Amigos, estou sem inspiração. Aproveitei mais um texto escrito para um grupo do Yahoo em 2003 que estou dividindo com vocês:



1961, Brasília já tinha sido inaugurada no ano anterior. Meu pai, como um dos pioneiros que fez parte da equipe do Oscar Niemeyer, ganhou uma casa na Av. W3, um terreno no lago e um emprego na NOVACAP. O casamento dos meus pais já estava mal das pernas e eles, como última tentativa, resolveram se aventurar por Brasília. Em julho daquele ano fomos morar lá, seria uma experiência de 6 meses e caso desse certo, ficaríamos definitivamente. Nossos móveis ficaram no Rio, minha mãe teve asseguradas as matrículas da nossa escola, caso voltássemos.

Fomos nós 4 e mais um amigo do meu pai para revezar no volante. A viagem durou quase dois dias, hoje se faz em 20 horas. Até Minas Gerais foi mais ou menos agradável, o duro foi quando chegamos no estado de Goiás. É dureza você ficar olhando o cerrado por horas intermináveis. Até que quando estávamos para chegar em Brasília o meu pai deixou o rádio ligado para esperar que qualquer som surgisse. Nunca mais me esquecerei da música que tocou quando entramos na cidade - A summer place. Todas as vezes que ouço essa canção me recordo daquele dia. A medida que íamos nos aproximando, vi aqueles postes enormes e fiquei absolutamente encantada porque, além deles serem grandes e claros, não havia fio ligando um ao outro. Os do Rio eram baixinhos, escuros e cheios de fios. Hoje em dia eu sinto saudades dos postes antigos, eram mais bonitos.

Para nos recepcionar da melhor maneira possível, Brasília nos acolheu ao entardecer. Não acredito que exista no Brasil um por de sol mais lindo do que lá. Aquela cidade enorme, cheirando a novinha, sem um morro e com aquela luz toda no fim do dia. Que coisa! Ficamos todos encantados porque morávamos no Rio cheio de morros para tudo quanto é lado. O mais interessante é que eu me lembro nitidamente de ter tido para a minha mãe a seguinte frase: "Mãe, é lindo, parece o Aterro do Flamengo". Só que em 1961 ainda não existia o Aterro. Mas na minha imaginação, na minha fantasia, eu disse essa frase e foi uma coisa tão forte que eu acredito piamente nessa mentira. Acredito que ao ver o Aterro alguns poucos anos depois, eu devo ter pensado alguma coisa do tipo "É lindo, parece Brasília", mas o que vale para mim é o contrário.

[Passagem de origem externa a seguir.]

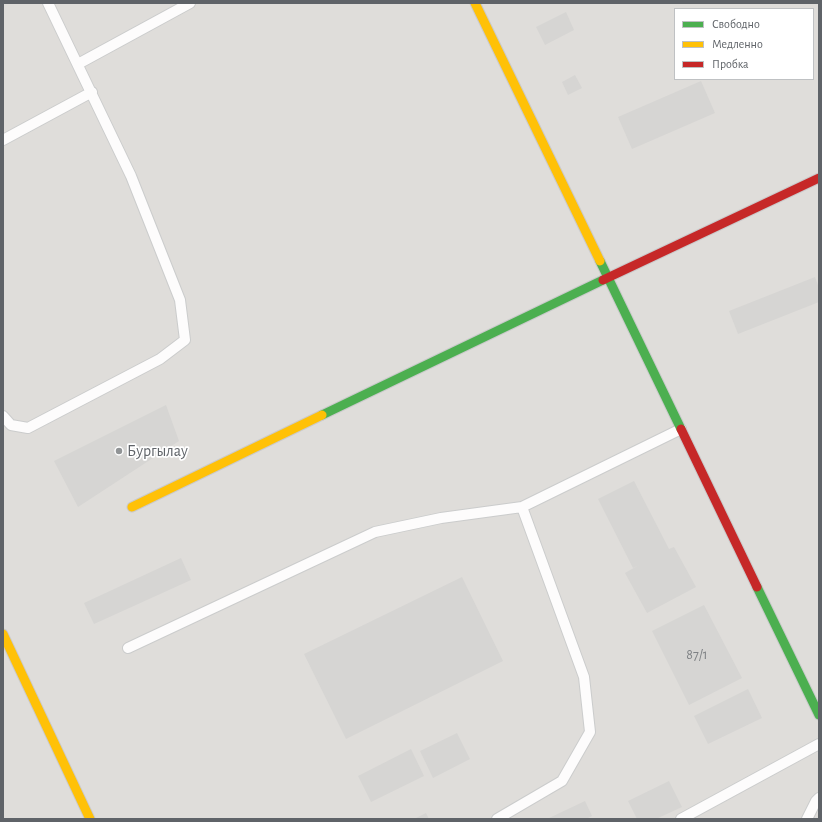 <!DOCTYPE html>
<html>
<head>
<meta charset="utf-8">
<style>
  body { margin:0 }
  #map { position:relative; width:822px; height:822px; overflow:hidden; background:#efeeea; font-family:"Alegreya Sans",sans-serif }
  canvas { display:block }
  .frame { position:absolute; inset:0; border:4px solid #5f6368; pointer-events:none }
  .legend { position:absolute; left:674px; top:8px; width:140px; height:72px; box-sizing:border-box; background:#fff; border:1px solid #bfc1c3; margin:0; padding:5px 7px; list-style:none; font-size:12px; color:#5f6368 }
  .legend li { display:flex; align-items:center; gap:8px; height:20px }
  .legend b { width:20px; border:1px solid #bfc1c3 }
</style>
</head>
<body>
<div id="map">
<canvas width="822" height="822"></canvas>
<div class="frame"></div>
<ul class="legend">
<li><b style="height:5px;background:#4caf50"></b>Свободно</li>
<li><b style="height:5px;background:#ffc107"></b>Медленно</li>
<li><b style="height:5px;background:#c62828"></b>Пробка</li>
</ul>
</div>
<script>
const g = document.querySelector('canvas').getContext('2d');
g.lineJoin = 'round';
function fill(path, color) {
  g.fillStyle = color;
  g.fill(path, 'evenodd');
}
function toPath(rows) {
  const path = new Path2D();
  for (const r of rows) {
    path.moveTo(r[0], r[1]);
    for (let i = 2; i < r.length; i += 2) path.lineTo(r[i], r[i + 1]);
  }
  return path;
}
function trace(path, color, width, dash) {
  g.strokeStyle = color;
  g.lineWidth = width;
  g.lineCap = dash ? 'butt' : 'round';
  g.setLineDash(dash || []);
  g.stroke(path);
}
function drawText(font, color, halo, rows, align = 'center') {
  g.font = font + ' "Alegreya Sans",sans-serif';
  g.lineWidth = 3.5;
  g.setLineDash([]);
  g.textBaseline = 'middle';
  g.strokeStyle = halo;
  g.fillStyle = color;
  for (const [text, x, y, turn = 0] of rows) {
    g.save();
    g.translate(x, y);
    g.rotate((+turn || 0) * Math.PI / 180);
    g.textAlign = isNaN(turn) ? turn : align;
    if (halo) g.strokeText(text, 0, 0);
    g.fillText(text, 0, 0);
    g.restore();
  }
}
const industrial = toPath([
  [3,3,819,3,819,819,3,819],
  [675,9,813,9,813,79,675,79]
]);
const building = toPath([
  [566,12,574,30,545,45,536,27],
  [575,75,582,88,568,95,562,82],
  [701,81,715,113,632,149,618,117],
  [815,277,819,288,819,302,738,334,729,311],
  [166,405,179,441,78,507,54,461],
  [634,481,669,549,674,547,696,587,647,613,625,573,639,565,633,568,598,499],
  [181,558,191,580,94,624,84,603],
  [462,577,503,661,346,739,304,654],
  [704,605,742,678,689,705,652,631],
  [748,689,762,718,708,744,694,716],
  [457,733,470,759,433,778,420,751],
  [411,749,424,776,371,802,358,776],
  [669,781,682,807,656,819,637,819,628,801],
  [585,801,592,816,586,819,547,819],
  [426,813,429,819,414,819]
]);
const lane = toPath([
  [78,64,190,3],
  [3,140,92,92],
  [3,416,11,425,28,428,160,359,185,340,180,300,131,176,48,3],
  [128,648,375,532,441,518,522,507,681,429],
  [497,819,562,781,590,732,584,677,522,507],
  [681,819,819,744],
  [807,819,816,801,819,798]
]);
const fast = toPath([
  [600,261,681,429],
  [322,415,603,280],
  [757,587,819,715]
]);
const slow = toPath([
  [475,3,600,261],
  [132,507,322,415],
  [3,634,90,819]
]);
const jam = toPath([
  [603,280,819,178],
  [681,429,757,587]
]);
const markers = [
  [119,451,4,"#919496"]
];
const numberNames = [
  ["87/1",697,655]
];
const poiNames = [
  ["Бургылау",127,451]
];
fill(industrial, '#dfddda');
fill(building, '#d6d5d3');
trace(lane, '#cbcccc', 12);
trace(fast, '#cacacb', 11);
trace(slow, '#cacacb', 11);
trace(jam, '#cacacb', 11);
trace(lane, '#fdfcfc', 10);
trace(fast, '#4caf50', 9);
trace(slow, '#ffc107', 9);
trace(jam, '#c62828', 9);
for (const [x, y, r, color] of markers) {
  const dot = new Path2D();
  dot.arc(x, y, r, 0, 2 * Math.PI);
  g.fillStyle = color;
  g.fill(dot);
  trace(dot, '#fff', 1.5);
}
drawText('14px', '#7e8184', null, numberNames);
drawText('16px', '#5f6368', '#fff', poiNames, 'left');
</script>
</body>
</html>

Esse momento tão agradável foi um dos dois maravilhosos que tivemos lá. O segundo foi exatamente o dia em que fomos embora. O resto foi uma coisa muito chata. Para começar não teríamos mais o Teatrinho Troll aos domingos (só quem foi criança naquela época é que sabe o que isso significa), meus amiguinhos ficaram todos, mudei de escola, o meu irmão como estava no pré-escolar ficou 6 meses sem estudar. A cidade era um barro só, a meia da escola era preta e nós éramos obrigados a brincar quase sempre de tênis Bamba quando estávamos acostumados com as sandálias Havaianas. Minha mãe ficou craque em limpar nos nossos pés com bombril. Ela fazia uma trouxinha de bombril envolvida com algodão e literalmente areava os nossos pés que eram constantemente vermelhos.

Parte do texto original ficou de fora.